L’utopie et l’architecture occupent des positions symétriques. Pour l’utopiste,
l’architecture a une fonction de représentation du projet : l’architecture re-présente, rend
présent, visible, valide le projet de société : dans le texte de genre utopique figurent
souvent dessins, plans, schémas. Pour l’architecte, le programme utopique légitime la
transformation de l’architecture : il a une fonction fondatrice. Mais il existe une perversion
du raisonnement utopique par l’architecte qui est de considérer que l’architecture seule
peut changer la société.
L’UTOPIE MATÉRIALISÉE OU « CORPORISÉE » PAR L’ARCHITECTURE. L’utopie
classique décrit essentiellement une cité installée dans un espace urbain, qui saura
garantir hygiène, confort, esthétique, bien-être collectif et individuel : on pense (ou
repense) la civitas, communauté juridico-politique de citoyens dans l’urbs qui est l’espace
matériel, concret de la cité, la ville de pierre. La période du Quattrocento en Italie (le XVe
siècle - période de transition entre la fin du Moyen-âge et le début de l’âge moderne de la
Renaissance) est marquée par l’émergence d’une « pensée urbaine », c’est-à-dire une
réflexion « de » et « sur » la ville : une pensée sur le phénomène urbain et la cité comme
espace de vie spécifique.
L’architecte du Quattrocento accompagne la figure du Prince, décrite dans la 2nde
moitié du XVIe siècle par Machiavel. Les traités d’architecture, comme celui de Leon
Battista Alberti (en 1452) ou comme celui du Filarète (vers 1465), proposent une réflexion
sur l’organisation de l’espace urbain considéré comme le lieu d’exercice du pourvoir du
Prince. L’urbanisme se lit comme une pensée politique.
Le Trattato di architettura du Filarète est d’abord un épais volume de descriptions,
augmentées de plans, pour envisager la cité idéale de Sforzinda, nom inspiré de celui du
duc de Milan, Francesco Sforza, pour qui ce traité est écrit.
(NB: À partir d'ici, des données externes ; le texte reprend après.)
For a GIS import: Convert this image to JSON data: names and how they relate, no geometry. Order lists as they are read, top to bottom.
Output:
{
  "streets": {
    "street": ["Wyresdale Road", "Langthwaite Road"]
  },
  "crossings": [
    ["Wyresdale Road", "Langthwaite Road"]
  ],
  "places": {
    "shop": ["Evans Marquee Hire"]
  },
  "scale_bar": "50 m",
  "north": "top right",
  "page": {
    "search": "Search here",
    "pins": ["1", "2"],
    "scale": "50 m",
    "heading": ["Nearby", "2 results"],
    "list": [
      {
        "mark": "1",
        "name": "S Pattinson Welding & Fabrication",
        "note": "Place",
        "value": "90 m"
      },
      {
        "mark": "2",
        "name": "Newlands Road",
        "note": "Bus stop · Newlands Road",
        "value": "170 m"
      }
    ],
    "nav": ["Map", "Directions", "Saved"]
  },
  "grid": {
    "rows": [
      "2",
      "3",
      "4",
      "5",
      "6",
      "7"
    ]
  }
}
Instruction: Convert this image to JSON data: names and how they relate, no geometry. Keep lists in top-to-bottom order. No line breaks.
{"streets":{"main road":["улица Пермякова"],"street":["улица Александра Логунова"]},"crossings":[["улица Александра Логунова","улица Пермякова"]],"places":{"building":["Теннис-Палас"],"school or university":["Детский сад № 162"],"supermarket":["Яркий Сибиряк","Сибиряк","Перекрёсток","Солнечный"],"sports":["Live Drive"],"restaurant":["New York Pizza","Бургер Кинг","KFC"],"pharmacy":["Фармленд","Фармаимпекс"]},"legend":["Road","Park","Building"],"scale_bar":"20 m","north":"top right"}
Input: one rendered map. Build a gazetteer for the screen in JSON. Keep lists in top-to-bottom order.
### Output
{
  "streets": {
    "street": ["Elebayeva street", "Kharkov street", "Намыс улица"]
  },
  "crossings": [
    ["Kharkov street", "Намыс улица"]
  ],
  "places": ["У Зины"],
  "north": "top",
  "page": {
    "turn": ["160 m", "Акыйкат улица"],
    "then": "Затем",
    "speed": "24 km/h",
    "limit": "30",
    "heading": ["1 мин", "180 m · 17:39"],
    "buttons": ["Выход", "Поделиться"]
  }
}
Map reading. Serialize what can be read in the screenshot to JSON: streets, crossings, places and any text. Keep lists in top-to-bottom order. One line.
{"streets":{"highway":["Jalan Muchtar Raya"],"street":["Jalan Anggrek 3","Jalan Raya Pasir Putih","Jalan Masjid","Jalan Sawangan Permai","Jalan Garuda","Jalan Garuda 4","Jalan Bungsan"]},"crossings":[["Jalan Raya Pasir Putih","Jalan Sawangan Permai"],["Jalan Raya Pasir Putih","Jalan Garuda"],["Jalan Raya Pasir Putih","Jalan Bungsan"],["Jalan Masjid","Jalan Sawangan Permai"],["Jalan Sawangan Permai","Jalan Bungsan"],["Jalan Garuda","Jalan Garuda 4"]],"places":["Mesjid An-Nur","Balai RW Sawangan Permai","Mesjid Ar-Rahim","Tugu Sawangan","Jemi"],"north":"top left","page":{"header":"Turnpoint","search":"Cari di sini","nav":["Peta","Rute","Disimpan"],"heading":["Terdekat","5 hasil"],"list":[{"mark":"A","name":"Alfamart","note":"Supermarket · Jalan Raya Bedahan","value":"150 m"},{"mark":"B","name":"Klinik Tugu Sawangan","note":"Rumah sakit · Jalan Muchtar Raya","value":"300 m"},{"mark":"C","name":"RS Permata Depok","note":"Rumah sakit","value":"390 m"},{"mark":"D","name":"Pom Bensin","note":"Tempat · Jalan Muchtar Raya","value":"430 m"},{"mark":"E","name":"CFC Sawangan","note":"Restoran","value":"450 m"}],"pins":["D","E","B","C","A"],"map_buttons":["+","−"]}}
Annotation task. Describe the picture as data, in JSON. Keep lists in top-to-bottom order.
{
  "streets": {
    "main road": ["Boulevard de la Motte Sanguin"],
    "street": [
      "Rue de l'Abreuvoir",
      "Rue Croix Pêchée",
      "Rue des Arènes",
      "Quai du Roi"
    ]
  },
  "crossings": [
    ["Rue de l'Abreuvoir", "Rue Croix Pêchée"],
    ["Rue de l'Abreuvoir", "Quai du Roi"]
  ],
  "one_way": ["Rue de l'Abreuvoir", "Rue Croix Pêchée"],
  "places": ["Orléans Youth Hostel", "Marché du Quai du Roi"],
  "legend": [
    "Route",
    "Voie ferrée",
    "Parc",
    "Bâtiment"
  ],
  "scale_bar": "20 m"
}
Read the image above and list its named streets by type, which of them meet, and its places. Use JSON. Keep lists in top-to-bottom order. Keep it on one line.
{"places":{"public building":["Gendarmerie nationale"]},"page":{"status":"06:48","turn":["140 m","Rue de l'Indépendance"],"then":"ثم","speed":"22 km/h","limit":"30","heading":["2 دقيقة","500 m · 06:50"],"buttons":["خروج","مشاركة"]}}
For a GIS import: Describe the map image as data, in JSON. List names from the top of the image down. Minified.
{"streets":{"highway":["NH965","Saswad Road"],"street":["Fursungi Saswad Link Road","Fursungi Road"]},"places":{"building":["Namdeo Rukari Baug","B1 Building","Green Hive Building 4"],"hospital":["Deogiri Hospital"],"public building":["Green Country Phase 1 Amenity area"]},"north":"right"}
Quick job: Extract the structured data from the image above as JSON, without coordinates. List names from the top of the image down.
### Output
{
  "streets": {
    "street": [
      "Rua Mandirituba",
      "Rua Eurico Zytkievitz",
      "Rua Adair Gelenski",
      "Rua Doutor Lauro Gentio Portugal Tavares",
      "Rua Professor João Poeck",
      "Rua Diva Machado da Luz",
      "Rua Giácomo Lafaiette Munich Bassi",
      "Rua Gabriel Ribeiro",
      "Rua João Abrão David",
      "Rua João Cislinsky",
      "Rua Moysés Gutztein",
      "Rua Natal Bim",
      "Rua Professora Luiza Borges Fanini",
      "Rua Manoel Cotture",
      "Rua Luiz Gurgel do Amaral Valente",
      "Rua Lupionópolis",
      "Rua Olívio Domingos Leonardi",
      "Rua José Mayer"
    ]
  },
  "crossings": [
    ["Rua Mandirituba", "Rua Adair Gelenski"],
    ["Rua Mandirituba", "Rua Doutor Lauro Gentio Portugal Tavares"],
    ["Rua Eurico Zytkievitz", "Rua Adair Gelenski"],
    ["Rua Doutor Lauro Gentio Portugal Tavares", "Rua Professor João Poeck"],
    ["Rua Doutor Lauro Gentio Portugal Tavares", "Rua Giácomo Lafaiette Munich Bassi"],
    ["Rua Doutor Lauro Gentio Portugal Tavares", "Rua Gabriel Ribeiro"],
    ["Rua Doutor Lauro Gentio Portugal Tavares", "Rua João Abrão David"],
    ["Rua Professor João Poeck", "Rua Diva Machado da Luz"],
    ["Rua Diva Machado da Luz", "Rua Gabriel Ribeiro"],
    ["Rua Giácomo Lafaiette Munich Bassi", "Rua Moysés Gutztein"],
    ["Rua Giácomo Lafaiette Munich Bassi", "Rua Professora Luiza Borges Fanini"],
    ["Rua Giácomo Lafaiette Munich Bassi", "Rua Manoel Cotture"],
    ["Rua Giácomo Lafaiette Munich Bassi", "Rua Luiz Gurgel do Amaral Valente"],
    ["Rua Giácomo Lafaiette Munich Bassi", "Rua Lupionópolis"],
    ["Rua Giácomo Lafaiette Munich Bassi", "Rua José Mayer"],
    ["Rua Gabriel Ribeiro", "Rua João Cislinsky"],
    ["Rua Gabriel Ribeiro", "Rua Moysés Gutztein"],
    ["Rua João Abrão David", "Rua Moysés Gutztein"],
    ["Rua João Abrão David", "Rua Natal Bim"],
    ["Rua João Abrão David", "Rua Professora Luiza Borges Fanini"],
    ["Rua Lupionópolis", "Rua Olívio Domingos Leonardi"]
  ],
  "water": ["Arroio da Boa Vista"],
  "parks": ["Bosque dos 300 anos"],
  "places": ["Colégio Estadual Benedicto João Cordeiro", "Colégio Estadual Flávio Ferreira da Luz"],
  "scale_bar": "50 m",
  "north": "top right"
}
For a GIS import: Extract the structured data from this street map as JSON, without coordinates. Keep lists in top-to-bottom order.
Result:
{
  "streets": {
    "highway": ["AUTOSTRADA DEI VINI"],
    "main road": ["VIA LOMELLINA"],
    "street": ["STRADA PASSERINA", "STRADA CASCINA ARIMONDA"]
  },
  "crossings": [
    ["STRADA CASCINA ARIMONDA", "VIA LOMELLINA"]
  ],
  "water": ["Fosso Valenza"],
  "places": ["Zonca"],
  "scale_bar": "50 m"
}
Un demi-siècle avant Thomas
More, il diffuse nombre de thèses dans l’esprit humaniste qui seront portées par le texte
utopique. Ce traité constitue un cas remarquable d’anticipation architecturale sur le monde
intellectuel, à un moment, certes, où l’architecte incarne la figure de l’humaniste dans la
cité. Sforzinda est une cité qui accomplirait la volonté du prince et représenterait son
pouvoir par le tracé géométrique et rationnel des différentes fonctions urbaines et par la
conception d’espaces où s’applique le pouvoir du Prince (comme la prison). « Il appartient
d’abord à l’architecte d’engendrer le bâtiment de conserve avec celui qui veut bâtir ; pour
ma part, j’ai déjà engendré cette ville avec mon seigneur, de conserve avec lui je l’ai
examinée maintes et maintes fois, elle a été pensée par moi et décidée avec lui. Puis j’en
ai accouché, c’est-à-dire que je l’ai dessinée en plan en suivant ses fondations. »
1 Cette présentation a été établie à partir notamment du Dictionnaire des Utopies, de Michèle Riot-Sarcey, Thomas
Bouchet et Antoine Picon, Larousse, 2002.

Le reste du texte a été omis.